■ Work order ■
Each line of the material below is to be given again exactly.
Record set: Begin
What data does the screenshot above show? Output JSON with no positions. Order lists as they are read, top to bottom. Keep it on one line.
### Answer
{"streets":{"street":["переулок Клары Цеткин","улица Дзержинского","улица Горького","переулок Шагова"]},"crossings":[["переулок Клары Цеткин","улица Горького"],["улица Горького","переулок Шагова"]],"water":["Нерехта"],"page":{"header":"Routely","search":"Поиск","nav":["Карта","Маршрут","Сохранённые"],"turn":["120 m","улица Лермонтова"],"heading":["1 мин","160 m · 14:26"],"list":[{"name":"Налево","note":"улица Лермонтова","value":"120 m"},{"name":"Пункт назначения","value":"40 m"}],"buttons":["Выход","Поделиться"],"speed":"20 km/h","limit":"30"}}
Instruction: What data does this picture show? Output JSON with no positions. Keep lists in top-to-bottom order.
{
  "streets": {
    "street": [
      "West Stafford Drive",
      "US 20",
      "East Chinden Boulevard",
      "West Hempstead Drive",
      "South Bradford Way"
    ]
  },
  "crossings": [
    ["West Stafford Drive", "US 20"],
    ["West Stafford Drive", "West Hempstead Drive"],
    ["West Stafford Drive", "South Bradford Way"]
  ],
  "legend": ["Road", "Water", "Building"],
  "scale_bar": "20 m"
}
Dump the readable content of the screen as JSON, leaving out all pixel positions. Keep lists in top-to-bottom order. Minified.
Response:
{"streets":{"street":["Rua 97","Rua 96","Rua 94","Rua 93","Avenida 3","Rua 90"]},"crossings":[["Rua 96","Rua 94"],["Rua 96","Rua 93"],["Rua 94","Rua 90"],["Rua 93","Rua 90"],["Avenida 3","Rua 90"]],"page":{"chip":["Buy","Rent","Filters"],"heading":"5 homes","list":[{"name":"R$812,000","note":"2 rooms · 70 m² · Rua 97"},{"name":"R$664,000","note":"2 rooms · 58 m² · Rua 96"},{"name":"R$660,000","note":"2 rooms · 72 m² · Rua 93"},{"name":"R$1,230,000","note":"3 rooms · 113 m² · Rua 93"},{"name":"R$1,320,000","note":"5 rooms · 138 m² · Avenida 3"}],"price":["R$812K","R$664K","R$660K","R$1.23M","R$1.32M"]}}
Record set: End
■ Exercise output ■
What data does the screenshot above show? Output JSON with no positions. Order lists as they are read, top to bottom. Keep it on one line.
### Answer
{"streets":{"street":["переулок Клары Цеткин","улица Дзержинского","улица Горького","переулок Шагова"]},"crossings":[["переулок Клары Цеткин","улица Горького"],["улица Горького","переулок Шагова"]],"water":["Нерехта"],"page":{"header":"Routely","search":"Поиск","nav":["Карта","Маршрут","Сохранённые"],"turn":["120 m","улица Лермонтова"],"heading":["1 мин","160 m · 14:26"],"list":[{"name":"Налево","note":"улица Лермонтова","value":"120 m"},{"name":"Пункт назначения","value":"40 m"}],"buttons":["Выход","Поделиться"],"speed":"20 km/h","limit":"30"}}
Instruction: What data does this picture show? Output JSON with no positions. Keep lists in top-to-bottom order.
{
  "streets": {
    "street": [
      "West Stafford Drive",
      "US 20",
      "East Chinden Boulevard",
      "West Hempstead Drive",
      "South Bradford Way"
    ]
  },
  "crossings": [
    ["West Stafford Drive", "US 20"],
    ["West Stafford Drive", "West Hempstead Drive"],
    ["West Stafford Drive", "South Bradford Way"]
  ],
  "legend": ["Road", "Water", "Building"],
  "scale_bar": "20 m"
}
Dump the readable content of the screen as JSON, leaving out all pixel positions. Keep lists in top-to-bottom order. Minified.
Response:
{"streets":{"street":["Rua 97","Rua 96","Rua 94","Rua 93","Avenida 3","Rua 90"]},"crossings":[["Rua 96","Rua 94"],["Rua 96","Rua 93"],["Rua 94","Rua 90"],["Rua 93","Rua 90"],["Avenida 3","Rua 90"]],"page":{"chip":["Buy","Rent","Filters"],"heading":"5 homes","list":[{"name":"R$812,000","note":"2 rooms · 70 m² · Rua 97"},{"name":"R$664,000","note":"2 rooms · 58 m² · Rua 96"},{"name":"R$660,000","note":"2 rooms · 72 m² · Rua 93"},{"name":"R$1,230,000","note":"3 rooms · 113 m² · Rua 93"},{"name":"R$1,320,000","note":"5 rooms · 138 m² · Avenida 3"}],"price":["R$812K","R$664K","R$660K","R$1.23M","R$1.32M"]}}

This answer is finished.